**How to complete this task**: Once you have read the data below, write it all out exactly.

• • • •

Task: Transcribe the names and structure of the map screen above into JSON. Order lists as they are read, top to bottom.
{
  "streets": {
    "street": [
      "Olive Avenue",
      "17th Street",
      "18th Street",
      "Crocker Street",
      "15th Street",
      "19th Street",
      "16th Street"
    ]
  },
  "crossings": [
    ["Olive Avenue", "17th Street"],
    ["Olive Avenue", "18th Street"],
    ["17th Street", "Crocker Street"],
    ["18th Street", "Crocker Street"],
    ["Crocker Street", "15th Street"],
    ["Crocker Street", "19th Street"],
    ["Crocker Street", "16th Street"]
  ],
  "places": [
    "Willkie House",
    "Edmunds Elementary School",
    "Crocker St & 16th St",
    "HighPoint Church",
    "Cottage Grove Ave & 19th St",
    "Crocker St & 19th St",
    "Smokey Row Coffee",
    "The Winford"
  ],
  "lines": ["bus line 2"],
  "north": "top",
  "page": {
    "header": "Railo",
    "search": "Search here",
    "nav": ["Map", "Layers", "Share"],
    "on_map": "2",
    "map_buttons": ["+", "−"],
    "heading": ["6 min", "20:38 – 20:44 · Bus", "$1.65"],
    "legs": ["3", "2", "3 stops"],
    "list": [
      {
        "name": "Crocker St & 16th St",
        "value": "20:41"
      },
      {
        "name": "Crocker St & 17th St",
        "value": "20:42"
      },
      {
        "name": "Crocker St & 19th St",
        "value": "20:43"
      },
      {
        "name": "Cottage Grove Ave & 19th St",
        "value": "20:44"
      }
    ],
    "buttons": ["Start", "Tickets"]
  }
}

• • • •

**Response to the exercise**:
Task: Transcribe the names and structure of the map screen above into JSON. Order lists as they are read, top to bottom.
{
  "streets": {
    "street": [
      "Olive Avenue",
      "17th Street",
      "18th Street",
      "Crocker Street",
      "15th Street",
      "19th Street",
      "16th Street"
    ]
  },
  "crossings": [
    ["Olive Avenue", "17th Street"],
    ["Olive Avenue", "18th Street"],
    ["17th Street", "Crocker Street"],
    ["18th Street", "Crocker Street"],
    ["Crocker Street", "15th Street"],
    ["Crocker Street", "19th Street"],
    ["Crocker Street", "16th Street"]
  ],
  "places": [
    "Willkie House",
    "Edmunds Elementary School",
    "Crocker St & 16th St",
    "HighPoint Church",
    "Cottage Grove Ave & 19th St",
    "Crocker St & 19th St",
    "Smokey Row Coffee",
    "The Winford"
  ],
  "lines": ["bus line 2"],
  "north": "top",
  "page": {
    "header": "Railo",
    "search": "Search here",
    "nav": ["Map", "Layers", "Share"],
    "on_map": "2",
    "map_buttons": ["+", "−"],
    "heading": ["6 min", "20:38 – 20:44 · Bus", "$1.65"],
    "legs": ["3", "2", "3 stops"],
    "list": [
      {
        "name": "Crocker St & 16th St",
        "value": "20:41"
      },
      {
        "name": "Crocker St & 17th St",
        "value": "20:42"
      },
      {
        "name": "Crocker St & 19th St",
        "value": "20:43"
      },
      {
        "name": "Cottage Grove Ave & 19th St",
        "value": "20:44"
      }
    ],
    "buttons": ["Start", "Tickets"]
  }
}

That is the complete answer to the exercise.